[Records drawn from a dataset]
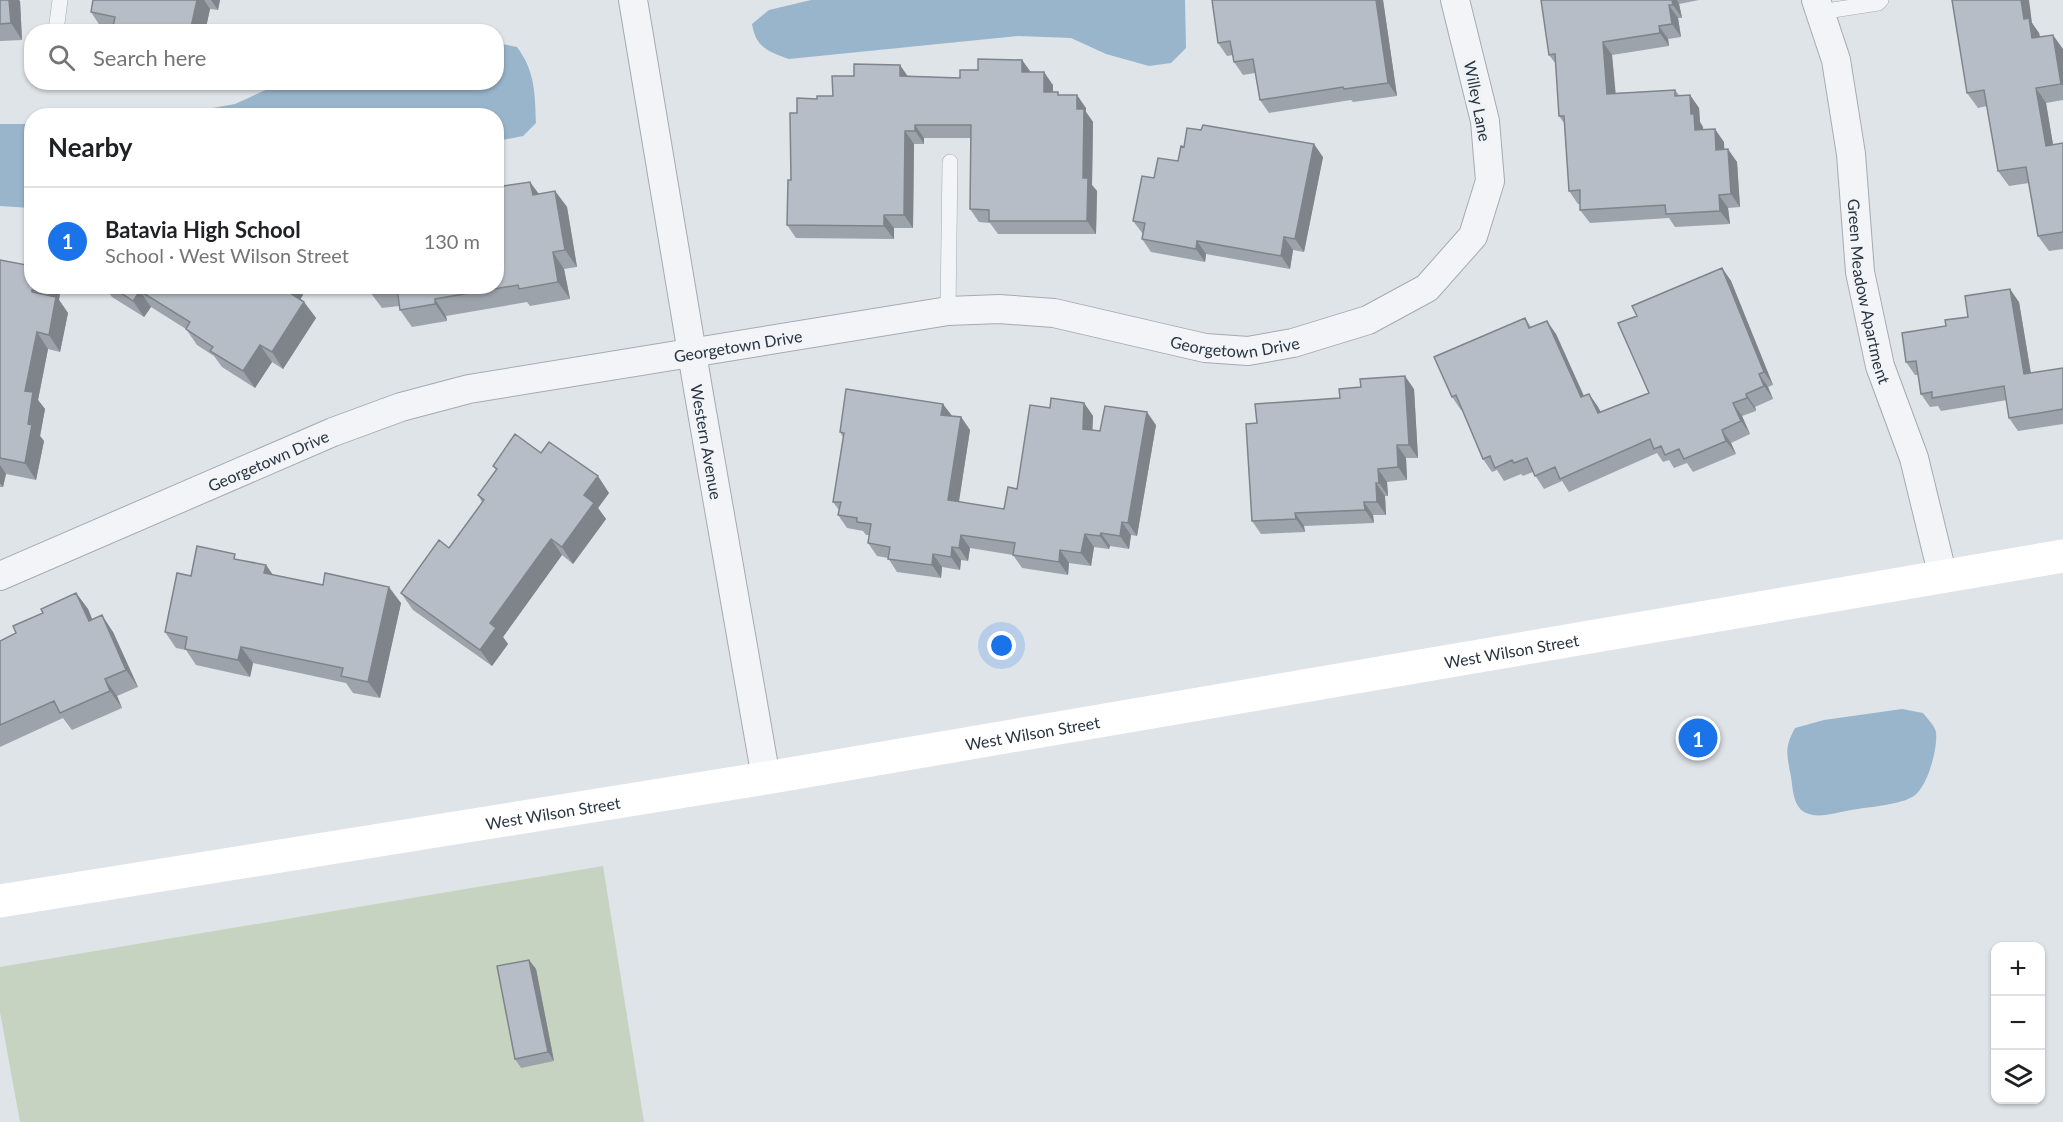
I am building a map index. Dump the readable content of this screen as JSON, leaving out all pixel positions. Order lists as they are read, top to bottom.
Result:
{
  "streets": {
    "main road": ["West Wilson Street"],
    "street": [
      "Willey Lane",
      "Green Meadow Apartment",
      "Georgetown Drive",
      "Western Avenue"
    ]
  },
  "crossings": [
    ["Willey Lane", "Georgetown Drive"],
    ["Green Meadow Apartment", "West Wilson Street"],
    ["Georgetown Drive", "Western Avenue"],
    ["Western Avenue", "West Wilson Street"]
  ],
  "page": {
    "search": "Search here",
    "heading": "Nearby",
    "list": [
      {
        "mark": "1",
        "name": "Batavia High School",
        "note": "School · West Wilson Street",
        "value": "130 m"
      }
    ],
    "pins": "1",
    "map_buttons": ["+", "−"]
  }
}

## [WHAT IS BEING ASKED]
Apart from the pictures, set down all the entries above exactly.

## [SOLUTION TO THIS TASK]
I am building a map index. Dump the readable content of this screen as JSON, leaving out all pixel positions. Order lists as they are read, top to bottom.
Result:
{
  "streets": {
    "main road": ["West Wilson Street"],
    "street": [
      "Willey Lane",
      "Green Meadow Apartment",
      "Georgetown Drive",
      "Western Avenue"
    ]
  },
  "crossings": [
    ["Willey Lane", "Georgetown Drive"],
    ["Green Meadow Apartment", "West Wilson Street"],
    ["Georgetown Drive", "Western Avenue"],
    ["Western Avenue", "West Wilson Street"]
  ],
  "page": {
    "search": "Search here",
    "heading": "Nearby",
    "list": [
      {
        "mark": "1",
        "name": "Batavia High School",
        "note": "School · West Wilson Street",
        "value": "130 m"
      }
    ],
    "pins": "1",
    "map_buttons": ["+", "−"]
  }
}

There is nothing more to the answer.